# WORK INSTRUCTIONS:
In the material below, identify each line bearing the word "bottom". Reproduce those lines.

# INPUT DATA:

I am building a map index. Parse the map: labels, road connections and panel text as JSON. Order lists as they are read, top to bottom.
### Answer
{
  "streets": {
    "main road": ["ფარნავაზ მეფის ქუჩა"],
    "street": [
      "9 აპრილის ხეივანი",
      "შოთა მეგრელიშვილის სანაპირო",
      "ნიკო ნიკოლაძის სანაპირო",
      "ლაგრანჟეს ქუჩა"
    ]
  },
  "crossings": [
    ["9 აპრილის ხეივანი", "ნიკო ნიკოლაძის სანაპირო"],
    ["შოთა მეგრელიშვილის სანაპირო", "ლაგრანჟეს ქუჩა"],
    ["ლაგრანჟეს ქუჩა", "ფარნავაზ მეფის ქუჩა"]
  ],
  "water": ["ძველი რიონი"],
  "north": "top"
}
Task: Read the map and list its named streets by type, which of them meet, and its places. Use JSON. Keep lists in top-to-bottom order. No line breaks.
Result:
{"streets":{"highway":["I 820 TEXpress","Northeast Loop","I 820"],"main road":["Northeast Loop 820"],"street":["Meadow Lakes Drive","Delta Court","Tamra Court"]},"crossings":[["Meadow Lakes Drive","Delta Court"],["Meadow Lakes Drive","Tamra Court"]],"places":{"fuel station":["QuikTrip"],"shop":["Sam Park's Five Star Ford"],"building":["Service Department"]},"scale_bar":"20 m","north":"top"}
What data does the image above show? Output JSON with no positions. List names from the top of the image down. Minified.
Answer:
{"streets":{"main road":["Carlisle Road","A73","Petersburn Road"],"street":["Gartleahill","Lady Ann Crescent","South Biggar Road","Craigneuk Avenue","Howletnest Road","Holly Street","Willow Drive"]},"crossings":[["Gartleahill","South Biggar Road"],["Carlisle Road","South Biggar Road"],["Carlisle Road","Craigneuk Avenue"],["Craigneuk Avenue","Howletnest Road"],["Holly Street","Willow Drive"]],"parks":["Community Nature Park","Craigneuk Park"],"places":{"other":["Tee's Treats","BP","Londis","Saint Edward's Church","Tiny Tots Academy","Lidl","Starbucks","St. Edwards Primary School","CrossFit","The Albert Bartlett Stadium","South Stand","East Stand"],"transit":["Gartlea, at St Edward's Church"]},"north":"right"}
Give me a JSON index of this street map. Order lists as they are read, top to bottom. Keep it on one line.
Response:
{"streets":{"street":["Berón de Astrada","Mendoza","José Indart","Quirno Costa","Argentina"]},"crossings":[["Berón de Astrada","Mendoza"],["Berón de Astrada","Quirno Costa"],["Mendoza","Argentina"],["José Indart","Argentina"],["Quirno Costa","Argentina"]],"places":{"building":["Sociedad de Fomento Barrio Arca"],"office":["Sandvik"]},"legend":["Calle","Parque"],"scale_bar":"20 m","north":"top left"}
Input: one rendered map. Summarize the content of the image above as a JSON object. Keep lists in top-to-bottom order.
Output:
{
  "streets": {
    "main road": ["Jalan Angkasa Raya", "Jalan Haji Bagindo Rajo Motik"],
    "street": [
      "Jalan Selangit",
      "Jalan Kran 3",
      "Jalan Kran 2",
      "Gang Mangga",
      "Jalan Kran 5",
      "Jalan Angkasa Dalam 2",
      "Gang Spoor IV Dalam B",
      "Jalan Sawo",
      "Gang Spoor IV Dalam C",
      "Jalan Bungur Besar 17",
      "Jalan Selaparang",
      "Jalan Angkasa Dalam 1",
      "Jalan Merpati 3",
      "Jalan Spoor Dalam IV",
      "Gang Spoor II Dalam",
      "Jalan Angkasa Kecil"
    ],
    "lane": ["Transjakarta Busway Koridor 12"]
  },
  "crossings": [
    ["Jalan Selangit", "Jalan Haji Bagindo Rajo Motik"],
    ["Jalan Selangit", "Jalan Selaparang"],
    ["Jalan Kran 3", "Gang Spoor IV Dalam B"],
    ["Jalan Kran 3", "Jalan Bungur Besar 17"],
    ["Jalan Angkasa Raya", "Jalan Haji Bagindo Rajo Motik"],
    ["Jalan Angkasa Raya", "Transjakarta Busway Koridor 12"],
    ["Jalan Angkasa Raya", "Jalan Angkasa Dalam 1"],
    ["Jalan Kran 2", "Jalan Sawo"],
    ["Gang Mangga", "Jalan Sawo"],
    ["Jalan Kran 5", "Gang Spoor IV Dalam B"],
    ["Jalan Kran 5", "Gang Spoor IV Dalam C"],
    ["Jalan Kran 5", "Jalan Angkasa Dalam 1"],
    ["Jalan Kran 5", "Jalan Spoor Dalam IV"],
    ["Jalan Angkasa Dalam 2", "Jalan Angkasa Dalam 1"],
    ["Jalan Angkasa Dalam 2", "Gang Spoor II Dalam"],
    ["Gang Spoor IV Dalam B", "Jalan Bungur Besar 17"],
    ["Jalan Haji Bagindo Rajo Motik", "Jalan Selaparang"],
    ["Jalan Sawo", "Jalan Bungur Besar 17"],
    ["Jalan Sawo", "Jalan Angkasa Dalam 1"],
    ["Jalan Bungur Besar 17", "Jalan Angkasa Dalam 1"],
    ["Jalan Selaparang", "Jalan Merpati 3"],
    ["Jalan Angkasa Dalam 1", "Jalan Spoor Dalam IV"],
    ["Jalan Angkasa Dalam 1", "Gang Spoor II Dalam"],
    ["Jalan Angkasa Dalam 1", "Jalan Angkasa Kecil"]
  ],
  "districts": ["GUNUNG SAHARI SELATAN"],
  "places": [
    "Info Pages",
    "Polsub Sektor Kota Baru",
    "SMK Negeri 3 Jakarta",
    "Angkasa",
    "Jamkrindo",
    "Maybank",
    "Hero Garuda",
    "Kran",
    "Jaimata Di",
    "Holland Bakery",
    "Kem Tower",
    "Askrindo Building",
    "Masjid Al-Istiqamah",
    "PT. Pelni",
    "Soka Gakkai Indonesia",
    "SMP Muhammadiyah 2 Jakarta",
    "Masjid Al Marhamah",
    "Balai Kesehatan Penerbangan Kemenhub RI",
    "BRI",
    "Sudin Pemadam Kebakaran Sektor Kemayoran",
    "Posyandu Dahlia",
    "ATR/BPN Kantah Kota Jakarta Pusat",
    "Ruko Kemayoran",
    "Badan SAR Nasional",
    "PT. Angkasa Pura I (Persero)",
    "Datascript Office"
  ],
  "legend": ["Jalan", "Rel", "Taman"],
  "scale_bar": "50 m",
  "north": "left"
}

# ANSWER TO THIS EXERCISE:
I am building a map index. Parse the map: labels, road connections and panel text as JSON. Order lists as they are read, top to bottom.
Task: Read the map and list its named streets by type, which of them meet, and its places. Use JSON. Keep lists in top-to-bottom order. No line breaks.
Give me a JSON index of this street map. Order lists as they are read, top to bottom. Keep it on one line.
Input: one rendered map. Summarize the content of the image above as a JSON object. Keep lists in top-to-bottom order.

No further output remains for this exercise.